*** Begin section ***

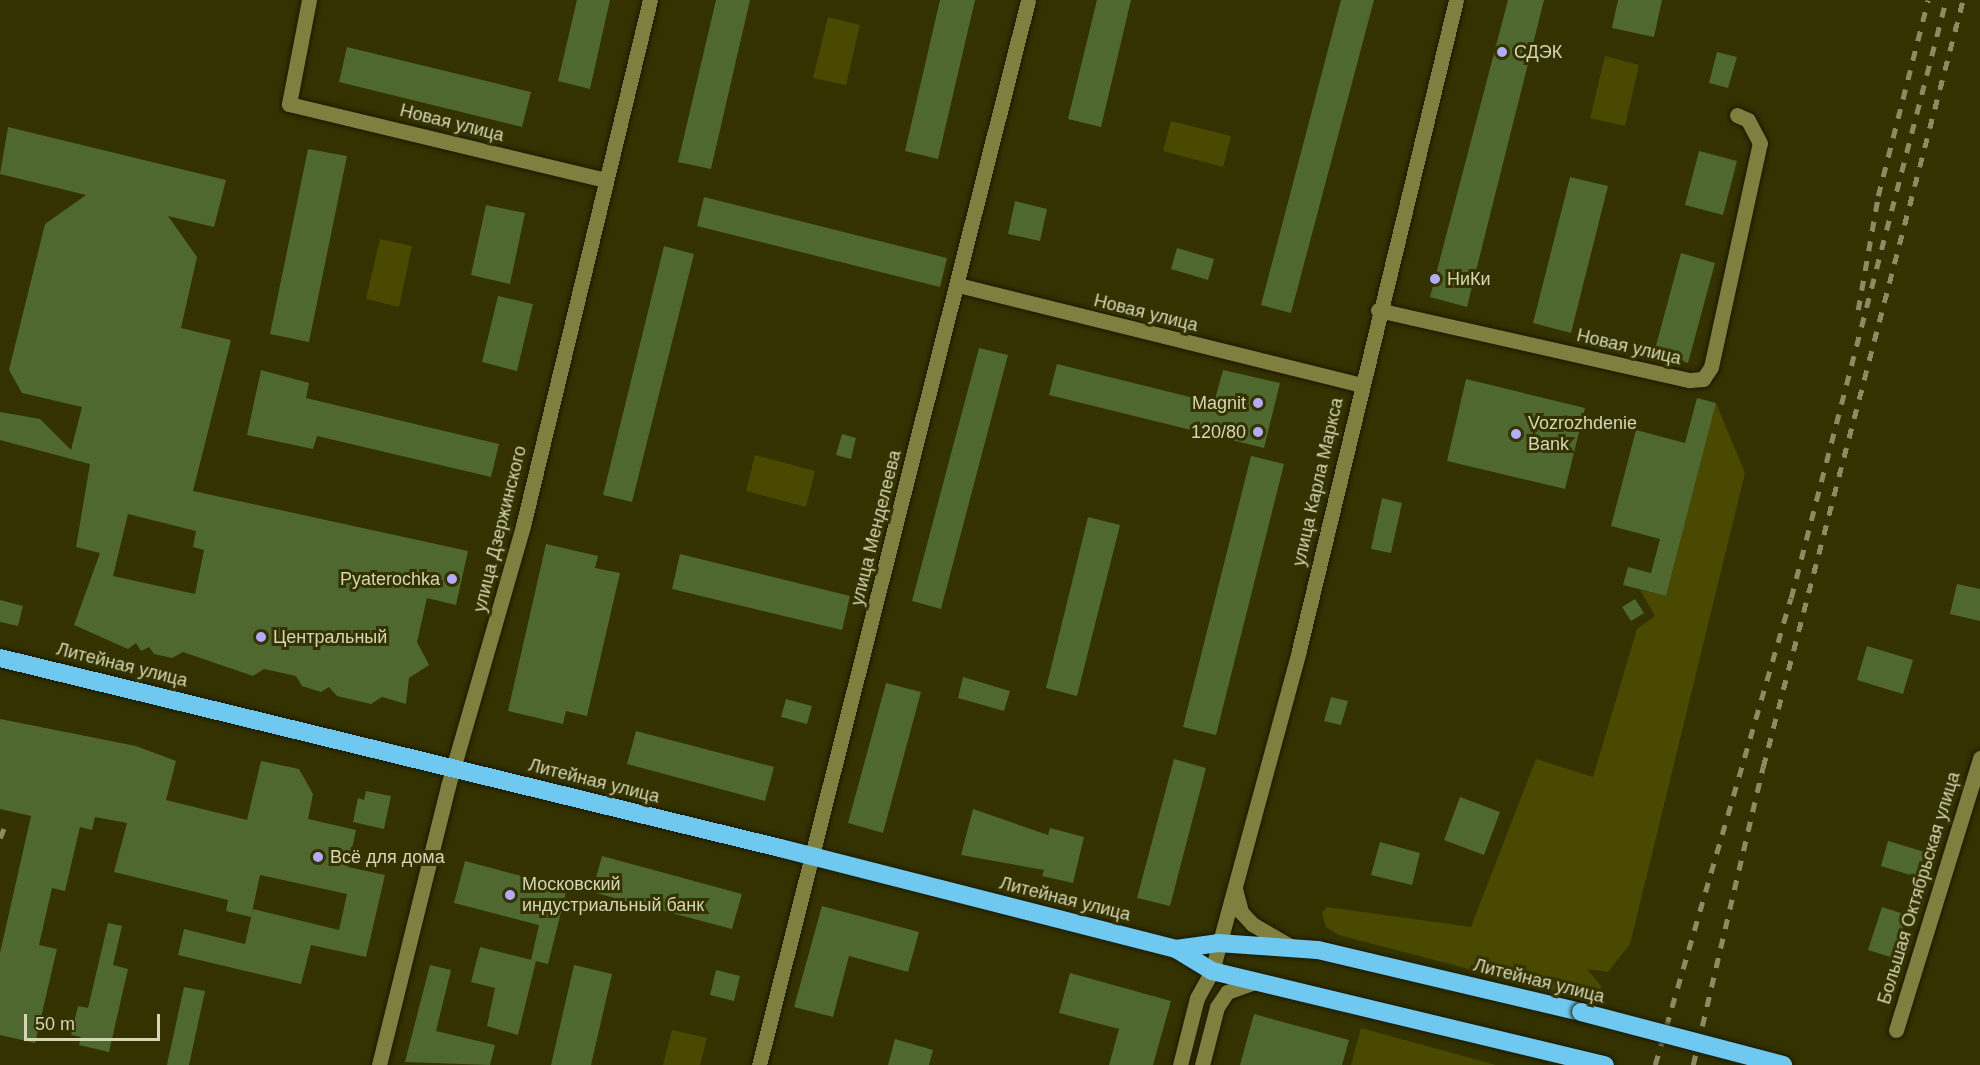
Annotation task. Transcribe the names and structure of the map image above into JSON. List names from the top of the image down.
{
  "streets": {
    "highway": ["Литейная улица"],
    "street": [
      "Новая улица",
      "улица Карла Маркса",
      "улица Менделеева",
      "улица Дзержинского",
      "Большая Октябрьская улица"
    ]
  },
  "crossings": [
    ["Новая улица", "улица Карла Маркса"],
    ["Новая улица", "улица Менделеева"],
    ["Новая улица", "улица Дзержинского"],
    ["улица Карла Маркса", "Литейная улица"],
    ["улица Менделеева", "Литейная улица"],
    ["улица Дзержинского", "Литейная улица"]
  ],
  "places": [
    "СДЭК",
    "НиКи",
    "Magnit",
    "120/80",
    "Vozrozhdenie Bank",
    "Pyaterochka",
    "Центральный",
    "Всё для дома",
    "Московский индустриальный банк"
  ],
  "scale_bar": "50 m"
}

*** End section ***

Problem:
If a line in the records above holds the string "Маркса", copy it out.

Answer section:
      "улица Карла Маркса",
    ["Новая улица", "улица Карла Маркса"],
    ["улица Карла Маркса", "Литейная улица"],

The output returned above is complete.